Low-calorie diets are complex because you can eat any food, but you have to track the calories of every item you eat to ensure that you don't go over your daily calorie budget. Low-fat and low-carb diets tend to simply disallow the dieter from eating categories of food, which requires no record-keeping and no-math.

If rather than keeping track of how many grams of fats (or carbs) you're eating you can just abstain from foods with lots of fats (or carbs), can't you do the same with calories too?

Comment author: Wes_W 10 January 2014 10:35:10PM *  3 points [-]

In principle, yes, of course. That's the "avoid junk food" diet.

Unfortunately, trying to restrict total calories this way without counting gives you a relatively narrow margin of error, and most of us aren't very well-calibrated. A normal calorie deficit for weight loss means eating ~20% below your maintenance level, so if you overshoot by 25% (quite easy to do when you're not measuring portion sizes), you're making zero progress and don't even know there's a problem.

It is comparatively difficult to accidentally eat bread at every meal without noticing.

Comment author: [deleted] 11 January 2014 09:47:08AM 1 point [-]

Then again, if one day you overshoot by 25% and another day you undershoot by 25%, the (first-order) effects cancel out (there are second-order effects, but they are, well, second-order). Unless there's a systematic error, in which case you will notice in a couple of weeks, because you will gain/lose weight at a rate different than you want to gain/lose weight at.

Comment author: drethelin 07 January 2014 01:19:08AM 1 point [-]

No? once you know that beef has no carbs in it you no longer need to track anything about it. You can just eat it. But tracking calories involves knowing how many calories are in every food item you may want to eat and knowing how much and which you've eaten throughout the day.

Comment author: [deleted] 10 January 2014 08:05:31PM -2 points [-]

No? once you know that beef has no carbs in it you no longer need to track anything about it. You can just eat it.

And once you know that water has no calories in it you no longer need to track anything about it. You can just drink it. What's the difference?

Comment author: drethelin 10 January 2014 09:59:20PM 0 points [-]

Are you dense or just trolling? You can't live on just water. So you have to eat some food. this food will have varying amounts of calories. If you want to keep your calories below a certain amount, you need to track calories.

Comment author: [deleted] 10 January 2014 11:05:35PM -2 points [-]
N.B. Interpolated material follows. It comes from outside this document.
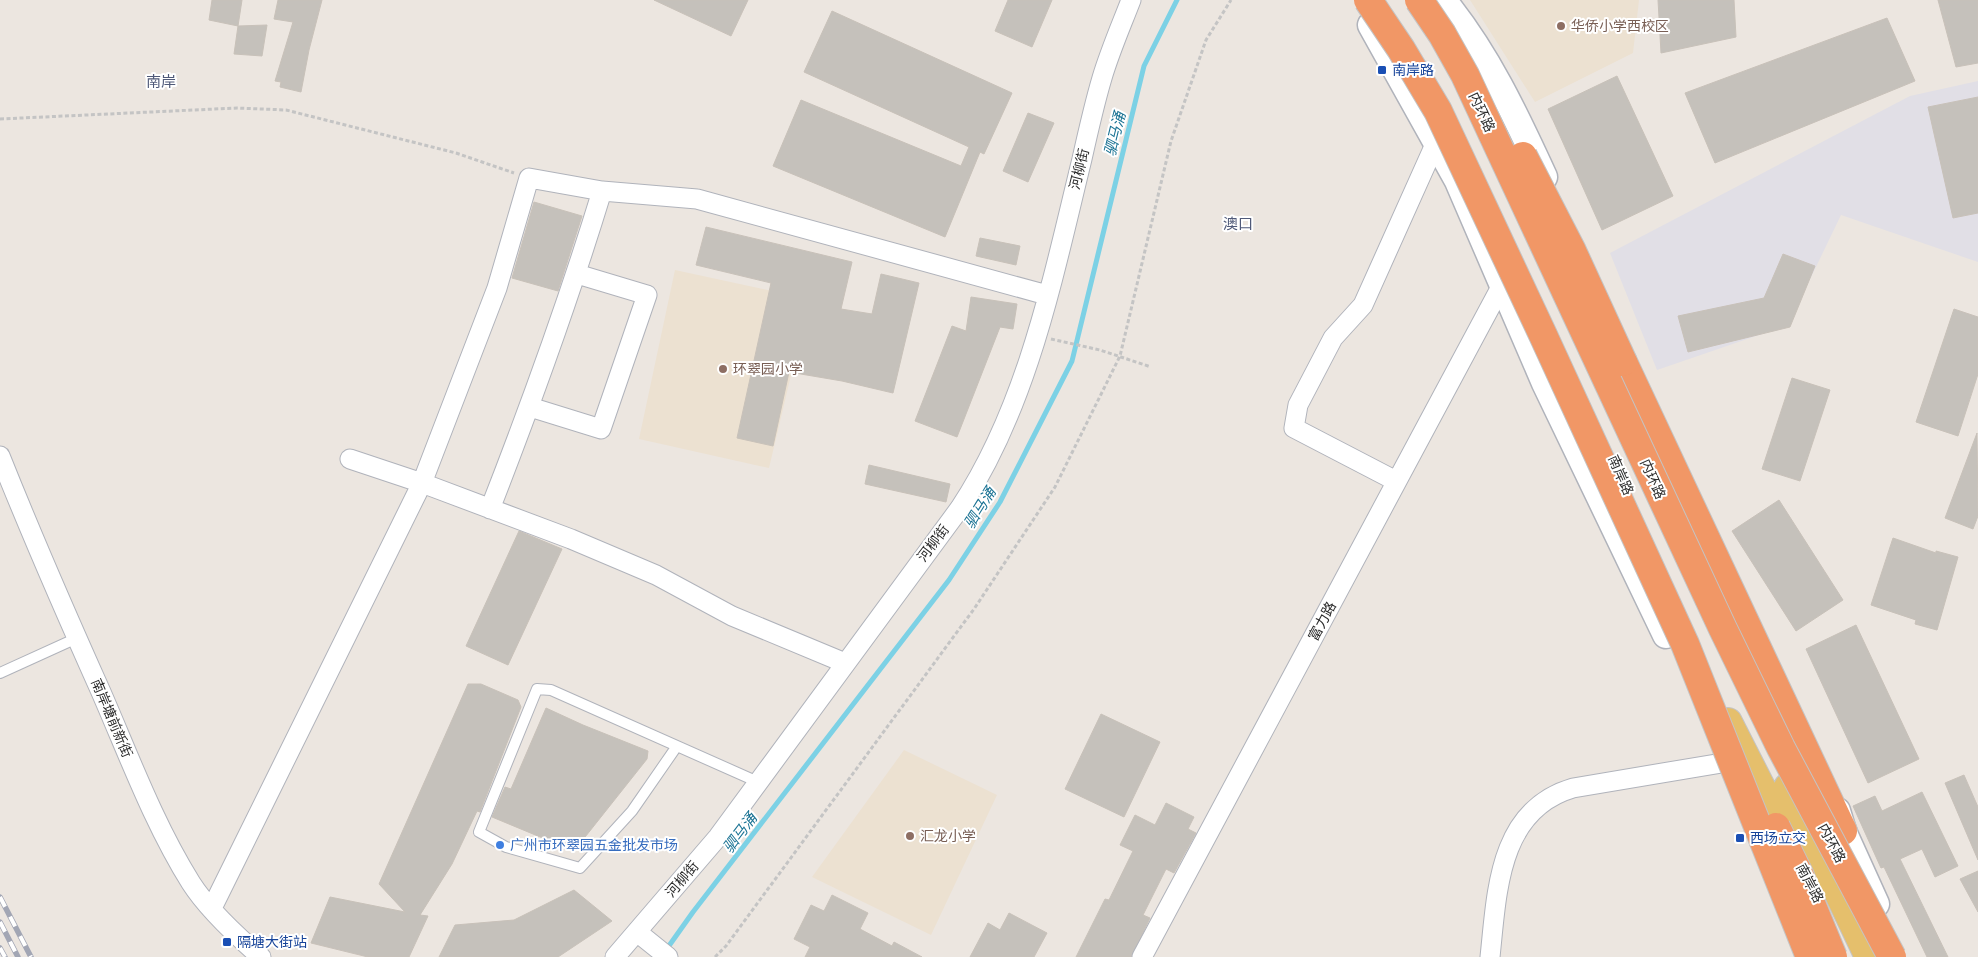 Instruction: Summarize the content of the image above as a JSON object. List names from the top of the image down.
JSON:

You can't live on just water.

Can you live on just beef? (Possibly, but is it healthy to live on just beef? Is it fun to live on just beef? Is it cheap to live on just beef? Is it convenient to live on just beef?)

If you want to keep your calories below a certain amount, you need to track calories.

What do you mean by “track calories”? Did pre-WW2 Okinawans track calories?

Comment author: drethelin 10 January 2014 11:20:22PM 0 points [-]

as in figure out how many calories are in each item you eat and then write it down and add it up?

Comment author: EHeller 10 January 2014 11:36:33PM *  2 points [-]

I think his point is that you don't have to know the exact number of calories to lower how many calories you are eating. You can roughly ballpark it. i.e. if I want to eat 1/3 fewer calories I can eat 2/3 of my usual portion size.

Comment author: [deleted] 11 January 2014 09:31:43AM 0 points [-]

Exactly. Another possibility is to look at these pictures, decide which ones look the least satiating, and avoiding those kinds of food.